PROBLEM REQUIREMENTS >>
Each line with the word "buttons" must appear in the answer, copied from the records.

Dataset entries
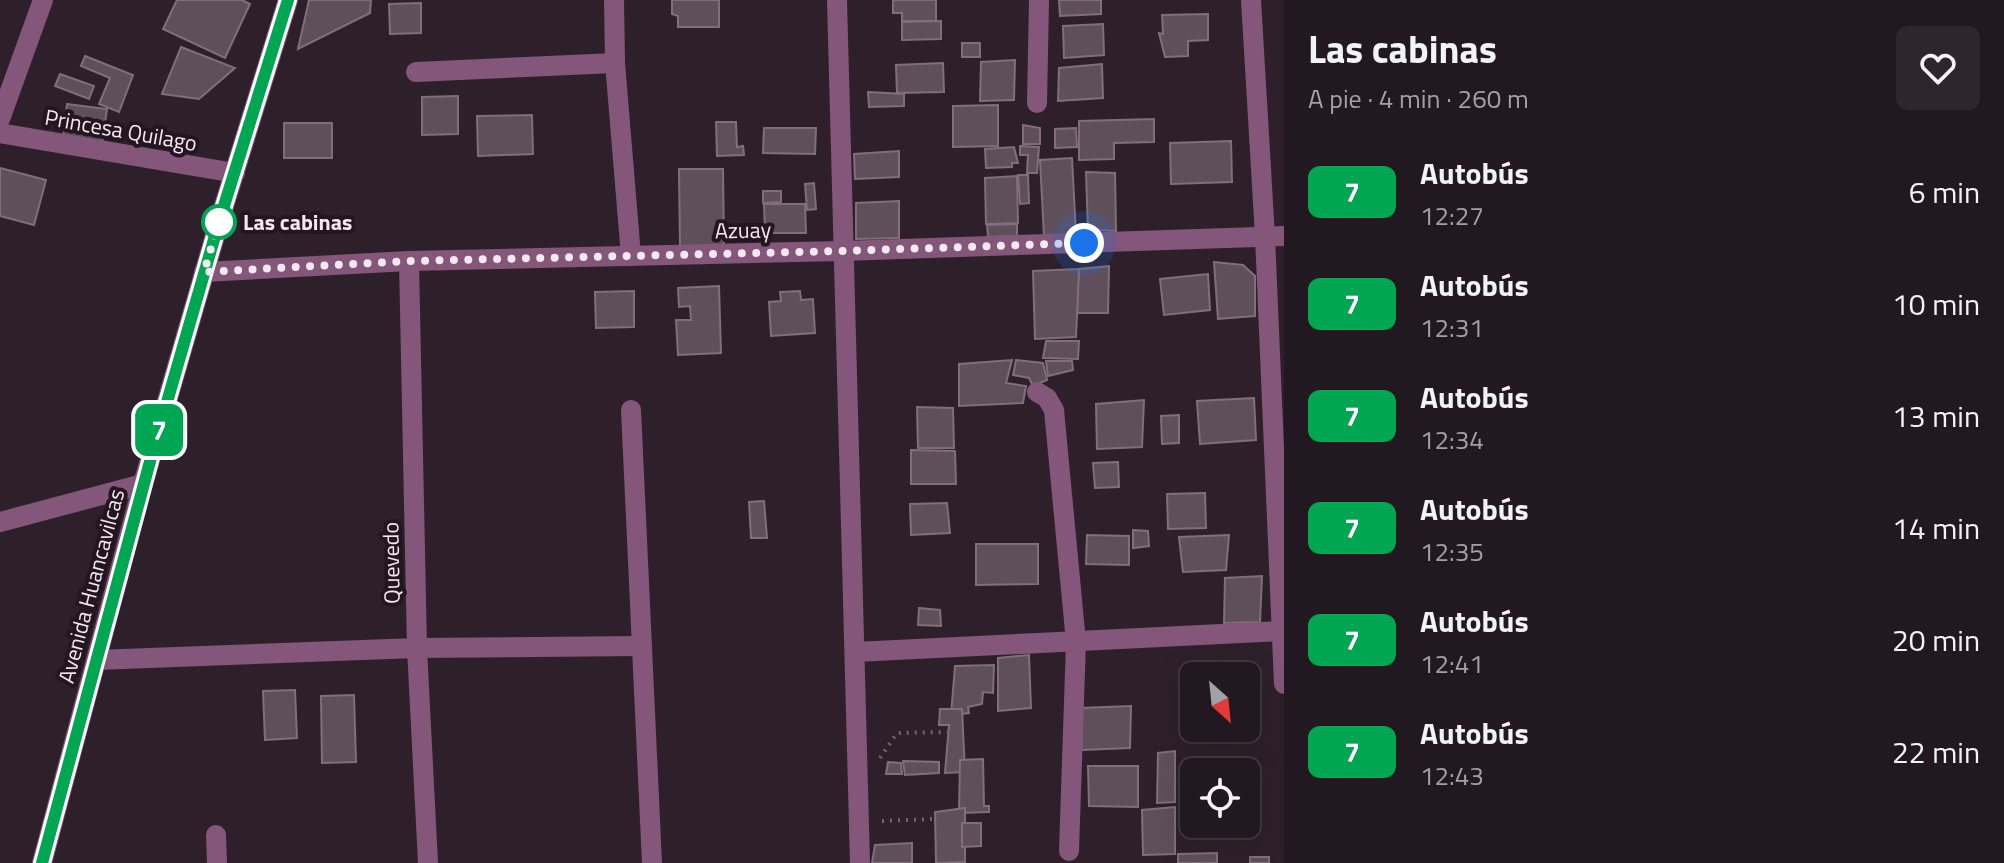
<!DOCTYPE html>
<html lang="es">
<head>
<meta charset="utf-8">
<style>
  :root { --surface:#221820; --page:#2e252d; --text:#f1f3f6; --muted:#a2a0a5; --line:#3f373e }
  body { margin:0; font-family:"Titillium Web",sans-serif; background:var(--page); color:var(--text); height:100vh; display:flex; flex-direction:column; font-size:30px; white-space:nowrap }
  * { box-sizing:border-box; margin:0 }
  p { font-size:26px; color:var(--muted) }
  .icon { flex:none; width:44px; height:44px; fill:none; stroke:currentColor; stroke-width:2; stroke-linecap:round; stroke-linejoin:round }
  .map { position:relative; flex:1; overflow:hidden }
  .details { display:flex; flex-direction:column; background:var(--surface); width:720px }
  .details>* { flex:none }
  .badge { padding:0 16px; border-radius:12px; font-size:28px; line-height:52px }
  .needle { width:52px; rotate:153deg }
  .buttons { position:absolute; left:1180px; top:662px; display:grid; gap:16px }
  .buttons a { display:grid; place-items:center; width:80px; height:80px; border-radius:12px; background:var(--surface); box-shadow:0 8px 32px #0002,0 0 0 2px var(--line); font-size:40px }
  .you { position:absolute; width:40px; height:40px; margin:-20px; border:6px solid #fff; border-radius:50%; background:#1a73e8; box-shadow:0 0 0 12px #1a73e833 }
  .map>.badge { position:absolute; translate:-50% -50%; box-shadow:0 0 0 4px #fff }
  .round { display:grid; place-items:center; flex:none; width:84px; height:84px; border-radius:12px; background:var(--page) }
  .overview { display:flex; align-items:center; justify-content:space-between; height:136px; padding:0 24px }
  h1 { font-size:38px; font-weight:700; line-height:60px }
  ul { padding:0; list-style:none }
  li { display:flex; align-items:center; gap:24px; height:112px; padding:0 24px }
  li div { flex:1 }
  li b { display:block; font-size:30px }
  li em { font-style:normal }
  li .badge { min-width:88px; font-weight:700; text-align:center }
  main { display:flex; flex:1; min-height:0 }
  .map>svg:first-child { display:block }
  .building { fill:#5f4f5a; stroke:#806f7b; stroke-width:2 }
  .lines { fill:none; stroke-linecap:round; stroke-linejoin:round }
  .path { stroke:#71646d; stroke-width:4; stroke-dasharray:2 6; stroke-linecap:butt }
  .minor { stroke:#845679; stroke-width:20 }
  .line-casing { stroke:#fff; stroke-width:18 }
  .line { stroke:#00a651; stroke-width:12 }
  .walk { stroke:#f3e9f0; stroke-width:8; stroke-dasharray:0 14.4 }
  .stop-dot { fill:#fff; stroke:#00a651; stroke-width:4 }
  .labels { text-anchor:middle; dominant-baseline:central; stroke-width:8; stroke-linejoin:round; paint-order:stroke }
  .street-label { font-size:22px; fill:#f3e9f0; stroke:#241621 }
  .stop-label { font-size:22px; font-weight:bold; fill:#f3e9f0; stroke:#241621; text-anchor:start }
</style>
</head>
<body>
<main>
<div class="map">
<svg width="1284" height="863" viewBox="0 0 1284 863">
  <rect width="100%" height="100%" fill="#2e202a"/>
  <g class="building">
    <polygon points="177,0 242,0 250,4 225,58 163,29"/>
    <polygon points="309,0 371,0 370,13 298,49"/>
    <polygon points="672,0 719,0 719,27 678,27 678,16 672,14"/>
    <polygon points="893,0 936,0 936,21 902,21 902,13 893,13"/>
    <polygon points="1059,0 1101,0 1101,14 1060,16"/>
    <polygon points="421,3 421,33 390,34 389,4"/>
    <polygon points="1208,14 1208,40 1188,41 1188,56 1165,57 1159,33 1163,34 1162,15"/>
    <polygon points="941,21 941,39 902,40 902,22"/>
    <polygon points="1103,24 1104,55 1064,58 1063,26"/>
    <rect x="962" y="43" width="18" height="14"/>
    <polygon points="181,47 235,68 199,99 162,94"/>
    <polygon points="85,56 133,75 119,112 99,104 110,78 81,66"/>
    <polygon points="1015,60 1014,100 980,101 981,62"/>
    <polygon points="943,63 944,92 897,93 896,65"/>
    <polygon points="1102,64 1103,98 1058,101 1059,68"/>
    <polygon points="60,74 94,86 89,99 55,86"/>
    <polygon points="868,92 904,94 904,106 869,107"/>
    <polygon points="458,96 458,134 422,135 422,97"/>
    <polygon points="67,104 107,109 102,145 63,140"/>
    <polygon points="998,105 998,146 953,147 953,106"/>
    <polygon points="532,115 533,154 478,156 477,116"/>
    <polygon points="1154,119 1154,142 1114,143 1114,159 1079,160 1079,121"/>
    <polygon points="716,122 736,122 737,147 743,146 744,155 717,156"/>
    <rect x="284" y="123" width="48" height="35"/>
    <polygon points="1023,125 1040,128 1040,144 1023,144"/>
    <polygon points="764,128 816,128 815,154 763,153"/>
    <polygon points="1076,128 1077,147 1055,148 1055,129"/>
    <polygon points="1231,141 1232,182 1171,184 1170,143"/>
    <polygon points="1020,146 1039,147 1037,173 1027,173 1028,155 1020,155"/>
    <polygon points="1014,147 1018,163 1012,163 1012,167 986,168 985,149"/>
    <polygon points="899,151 899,177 855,179 854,154"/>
    <polygon points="1072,158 1076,235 1044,237 1040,160"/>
    <polygon points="0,168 46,180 34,225 0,216"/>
    <polygon points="679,169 723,169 724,246 680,247"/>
    <polygon points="1086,172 1115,173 1116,231 1088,230"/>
    <polygon points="1018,175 1028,175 1029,203 1020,204"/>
    <polygon points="1017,176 1018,223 986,224 985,178"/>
    <polygon points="814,183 816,209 807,210 805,184"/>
    <polygon points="763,191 781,191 781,202 763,203"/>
    <polygon points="899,201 899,238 856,239 856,203"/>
    <polygon points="764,204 805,204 806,233 765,233"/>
    <polygon points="1017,224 1017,236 988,237 987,225"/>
    <polygon points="1214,262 1243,265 1255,276 1255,316 1218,319"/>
    <polygon points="1109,266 1108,313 1077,313 1079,269"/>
    <polygon points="1079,269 1076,337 1035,339 1033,271"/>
    <polygon points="1208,274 1210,310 1164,315 1160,279"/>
    <polygon points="719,286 721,353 678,355 676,320 691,320 690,306 679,307 678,288"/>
    <polygon points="634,291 634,327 596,328 595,292"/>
    <polygon points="800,291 801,300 813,299 815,333 771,336 769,302 781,301 780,292"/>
    <polygon points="1046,341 1079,341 1078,359 1043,358"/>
    <polygon points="1012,360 1006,383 1026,386 1023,403 959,406 959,364"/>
    <polygon points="1016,360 1043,363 1047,380 1033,386 1029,378 1013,375"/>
    <polygon points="1046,361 1072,361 1073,370 1048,376"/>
    <polygon points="1254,398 1256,440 1200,444 1197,401"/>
    <polygon points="1144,400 1142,447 1097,449 1096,404"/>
    <polygon points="917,407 953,408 954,448 918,448"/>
    <polygon points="1179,415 1179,443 1162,444 1161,416"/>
    <polygon points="911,450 955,451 956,484 911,484"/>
    <polygon points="1118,462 1119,487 1095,488 1093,463"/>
    <polygon points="1205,493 1206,528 1168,529 1167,494"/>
    <polygon points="764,501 767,538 751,538 749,502"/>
    <polygon points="947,503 950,533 911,535 910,504"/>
    <polygon points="1133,530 1148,531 1149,546 1133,548"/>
    <polygon points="1087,535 1129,536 1129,565 1086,564"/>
    <polygon points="1229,535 1226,570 1183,572 1179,537"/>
    <polygon points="976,544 1038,544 1038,584 976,585"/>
    <polygon points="1262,576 1260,622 1224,623 1225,578"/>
    <polygon points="919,608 940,610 941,626 918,625"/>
    <polygon points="1029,655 1031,708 998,711 998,658"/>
    <polygon points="994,665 993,693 983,692 982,704 968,707 969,713 951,715 955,666"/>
    <polygon points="295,690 297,738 265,740 263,691"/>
    <polygon points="354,695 356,762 322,763 321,696"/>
    <polygon points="1131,706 1130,748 1082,750 1080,708"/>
    <polygon points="940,709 962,709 965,772 945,773 949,725 939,725"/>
    <polygon points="1175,751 1175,802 1157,803 1158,753"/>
    <polygon points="983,759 984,806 989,806 989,812 959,813 960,760"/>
    <polygon points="903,761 939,762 939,773 905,775"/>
    <polygon points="888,762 901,763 902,774 886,774"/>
    <polygon points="1088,766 1138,766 1138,807 1089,806"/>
    <polygon points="1175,807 1175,854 1143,855 1142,810"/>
    <polygon points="965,808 965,862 936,863 935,812"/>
    <polygon points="962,823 981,823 981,846 962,847"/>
    <polygon points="912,843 912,863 872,863 875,845"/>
    <polygon points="1217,853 1217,863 1178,863 1178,854"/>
    <rect x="1250" y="857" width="19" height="6"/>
  </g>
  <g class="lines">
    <g class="path">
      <polyline points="880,758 897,733 949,732"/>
      <polyline points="882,821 932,819"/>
    </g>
    <g class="minor">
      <polyline points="614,0 615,63 631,256"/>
      <polyline points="837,0 860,863"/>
      <polyline points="1251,0 1265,236 1284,684"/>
      <polyline points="416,72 615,63"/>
      <polyline points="1037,103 1039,0"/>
      <polyline points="0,119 43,0"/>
      <polyline points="0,133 235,173"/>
      <polyline points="409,261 417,648 428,863"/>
      <polyline points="204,272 409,261 843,251 1284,236"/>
      <polyline points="1037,392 1047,398 1054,410 1076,642 1069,851"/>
      <polyline points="631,410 652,863"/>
      <polyline points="0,522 143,484"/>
      <polyline points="855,652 1284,631"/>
      <polyline points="96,660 417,648 641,646"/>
      <polyline points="216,835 217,863"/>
      <polyline points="42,863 143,484 219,222 288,0"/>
    </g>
  </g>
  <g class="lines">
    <g class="line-casing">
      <polyline id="line" points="42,863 152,454 219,222 288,0"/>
    </g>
    <use href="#line" class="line"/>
    <polyline class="walk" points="219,222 204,272 409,261 843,251 1084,243"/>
  </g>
  <circle class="stop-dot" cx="219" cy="222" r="16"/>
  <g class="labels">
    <g class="street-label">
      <text transform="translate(121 130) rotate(10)">Princesa Quilago</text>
      <text transform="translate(743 230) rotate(-1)">Azuay</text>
      <text transform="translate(391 563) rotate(-91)">Quevedo</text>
      <text transform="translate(91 586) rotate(-75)">Avenida Huancavilcas</text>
    </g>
    <g class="stop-label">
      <text x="243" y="222">Las cabinas</text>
    </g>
  </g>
</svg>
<div class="buttons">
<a><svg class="needle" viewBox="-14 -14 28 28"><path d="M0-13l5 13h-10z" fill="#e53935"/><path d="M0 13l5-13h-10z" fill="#a2a0a5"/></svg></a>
<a><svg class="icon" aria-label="locate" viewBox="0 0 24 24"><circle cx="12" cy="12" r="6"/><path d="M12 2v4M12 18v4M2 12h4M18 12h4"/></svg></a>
</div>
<div class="you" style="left:1084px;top:243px"></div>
<b class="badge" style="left:159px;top:430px;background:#00a651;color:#fff">7</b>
</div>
<section class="details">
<div class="overview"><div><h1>Las cabinas</h1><p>A pie · 4 min · 260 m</p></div><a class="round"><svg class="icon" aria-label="heart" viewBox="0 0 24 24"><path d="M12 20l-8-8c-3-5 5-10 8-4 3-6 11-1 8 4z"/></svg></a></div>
<ul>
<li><span class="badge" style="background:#00a651;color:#fff">7</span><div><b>Autobús</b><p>12:27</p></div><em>6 min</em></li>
<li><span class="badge" style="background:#00a651;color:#fff">7</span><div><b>Autobús</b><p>12:31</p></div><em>10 min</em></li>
<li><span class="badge" style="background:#00a651;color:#fff">7</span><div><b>Autobús</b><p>12:34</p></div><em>13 min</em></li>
<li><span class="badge" style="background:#00a651;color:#fff">7</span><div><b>Autobús</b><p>12:35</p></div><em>14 min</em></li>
<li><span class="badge" style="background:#00a651;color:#fff">7</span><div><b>Autobús</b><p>12:41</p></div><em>20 min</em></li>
<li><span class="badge" style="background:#00a651;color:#fff">7</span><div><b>Autobús</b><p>12:43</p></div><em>22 min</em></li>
</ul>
</section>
</main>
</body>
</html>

EXPECTED OUTPUT >>
  .buttons { position:absolute; left:1180px; top:662px; display:grid; gap:16px }
  .buttons a { display:grid; place-items:center; width:80px; height:80px; border-radius:12px; background:var(--surface); box-shadow:0 8px 32px #0002,0 0 0 2px var(--line); font-size:40px }
<div class="buttons">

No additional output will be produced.